Your task is to output all the records below, word for word.

## The records
Segment Open

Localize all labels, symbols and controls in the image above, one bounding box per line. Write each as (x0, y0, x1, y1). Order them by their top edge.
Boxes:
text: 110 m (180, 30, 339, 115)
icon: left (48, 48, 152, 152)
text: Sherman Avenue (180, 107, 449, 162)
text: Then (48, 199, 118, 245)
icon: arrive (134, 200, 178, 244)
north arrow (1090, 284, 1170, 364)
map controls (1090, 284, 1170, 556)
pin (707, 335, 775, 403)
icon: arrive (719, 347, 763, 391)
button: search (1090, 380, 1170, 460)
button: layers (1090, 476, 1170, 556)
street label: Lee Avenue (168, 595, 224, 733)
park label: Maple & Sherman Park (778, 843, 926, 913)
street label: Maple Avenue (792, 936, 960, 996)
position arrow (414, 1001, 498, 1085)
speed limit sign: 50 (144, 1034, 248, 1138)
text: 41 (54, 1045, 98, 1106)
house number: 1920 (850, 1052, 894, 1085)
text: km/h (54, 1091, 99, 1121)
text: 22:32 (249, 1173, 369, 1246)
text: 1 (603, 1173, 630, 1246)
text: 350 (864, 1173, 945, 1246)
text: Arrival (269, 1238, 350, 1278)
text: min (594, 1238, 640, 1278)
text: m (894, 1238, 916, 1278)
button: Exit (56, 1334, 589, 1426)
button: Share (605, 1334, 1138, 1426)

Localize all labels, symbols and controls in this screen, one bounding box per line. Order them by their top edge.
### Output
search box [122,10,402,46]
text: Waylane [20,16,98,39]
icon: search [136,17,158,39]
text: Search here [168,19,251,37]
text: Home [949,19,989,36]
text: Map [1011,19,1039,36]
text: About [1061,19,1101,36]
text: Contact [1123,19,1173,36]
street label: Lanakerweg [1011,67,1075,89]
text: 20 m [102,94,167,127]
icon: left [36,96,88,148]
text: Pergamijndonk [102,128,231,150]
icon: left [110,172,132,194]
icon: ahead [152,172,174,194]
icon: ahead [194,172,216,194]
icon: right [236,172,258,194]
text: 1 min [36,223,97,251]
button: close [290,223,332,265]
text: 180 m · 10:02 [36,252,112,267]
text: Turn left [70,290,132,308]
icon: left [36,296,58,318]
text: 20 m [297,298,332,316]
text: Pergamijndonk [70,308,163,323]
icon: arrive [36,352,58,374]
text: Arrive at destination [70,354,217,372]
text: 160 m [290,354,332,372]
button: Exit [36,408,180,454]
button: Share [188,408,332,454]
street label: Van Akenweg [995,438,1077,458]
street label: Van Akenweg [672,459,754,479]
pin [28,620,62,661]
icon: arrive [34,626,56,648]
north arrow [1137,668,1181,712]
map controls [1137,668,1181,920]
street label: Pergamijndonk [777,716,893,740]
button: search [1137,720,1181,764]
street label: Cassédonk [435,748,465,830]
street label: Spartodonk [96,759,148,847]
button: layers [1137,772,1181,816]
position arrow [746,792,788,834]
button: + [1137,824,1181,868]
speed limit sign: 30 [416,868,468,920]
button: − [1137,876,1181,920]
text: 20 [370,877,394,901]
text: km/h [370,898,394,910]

Segment Closed

## Answer to this task
Localize all labels, symbols and controls in the image above, one bounding box per line. Write each as (x0, y0, x1, y1). Order them by their top edge.
Boxes:
text: 110 m (180, 30, 339, 115)
icon: left (48, 48, 152, 152)
text: Sherman Avenue (180, 107, 449, 162)
text: Then (48, 199, 118, 245)
icon: arrive (134, 200, 178, 244)
north arrow (1090, 284, 1170, 364)
map controls (1090, 284, 1170, 556)
pin (707, 335, 775, 403)
icon: arrive (719, 347, 763, 391)
button: search (1090, 380, 1170, 460)
button: layers (1090, 476, 1170, 556)
street label: Lee Avenue (168, 595, 224, 733)
park label: Maple & Sherman Park (778, 843, 926, 913)
street label: Maple Avenue (792, 936, 960, 996)
position arrow (414, 1001, 498, 1085)
speed limit sign: 50 (144, 1034, 248, 1138)
text: 41 (54, 1045, 98, 1106)
house number: 1920 (850, 1052, 894, 1085)
text: km/h (54, 1091, 99, 1121)
text: 22:32 (249, 1173, 369, 1246)
text: 1 (603, 1173, 630, 1246)
text: 350 (864, 1173, 945, 1246)
text: Arrival (269, 1238, 350, 1278)
text: min (594, 1238, 640, 1278)
text: m (894, 1238, 916, 1278)
button: Exit (56, 1334, 589, 1426)
button: Share (605, 1334, 1138, 1426)

Localize all labels, symbols and controls in this screen, one bounding box per line. Order them by their top edge.
### Output
search box [122,10,402,46]
text: Waylane [20,16,98,39]
icon: search [136,17,158,39]
text: Search here [168,19,251,37]
text: Home [949,19,989,36]
text: Map [1011,19,1039,36]
text: About [1061,19,1101,36]
text: Contact [1123,19,1173,36]
street label: Lanakerweg [1011,67,1075,89]
text: 20 m [102,94,167,127]
icon: left [36,96,88,148]
text: Pergamijndonk [102,128,231,150]
icon: left [110,172,132,194]
icon: ahead [152,172,174,194]
icon: ahead [194,172,216,194]
icon: right [236,172,258,194]
text: 1 min [36,223,97,251]
button: close [290,223,332,265]
text: 180 m · 10:02 [36,252,112,267]
text: Turn left [70,290,132,308]
icon: left [36,296,58,318]
text: 20 m [297,298,332,316]
text: Pergamijndonk [70,308,163,323]
icon: arrive [36,352,58,374]
text: Arrive at destination [70,354,217,372]
text: 160 m [290,354,332,372]
button: Exit [36,408,180,454]
button: Share [188,408,332,454]
street label: Van Akenweg [995,438,1077,458]
street label: Van Akenweg [672,459,754,479]
pin [28,620,62,661]
icon: arrive [34,626,56,648]
north arrow [1137,668,1181,712]
map controls [1137,668,1181,920]
street label: Pergamijndonk [777,716,893,740]
button: search [1137,720,1181,764]
street label: Cassédonk [435,748,465,830]
street label: Spartodonk [96,759,148,847]
button: layers [1137,772,1181,816]
position arrow [746,792,788,834]
button: + [1137,824,1181,868]
speed limit sign: 30 [416,868,468,920]
button: − [1137,876,1181,920]
text: 20 [370,877,394,901]
text: km/h [370,898,394,910]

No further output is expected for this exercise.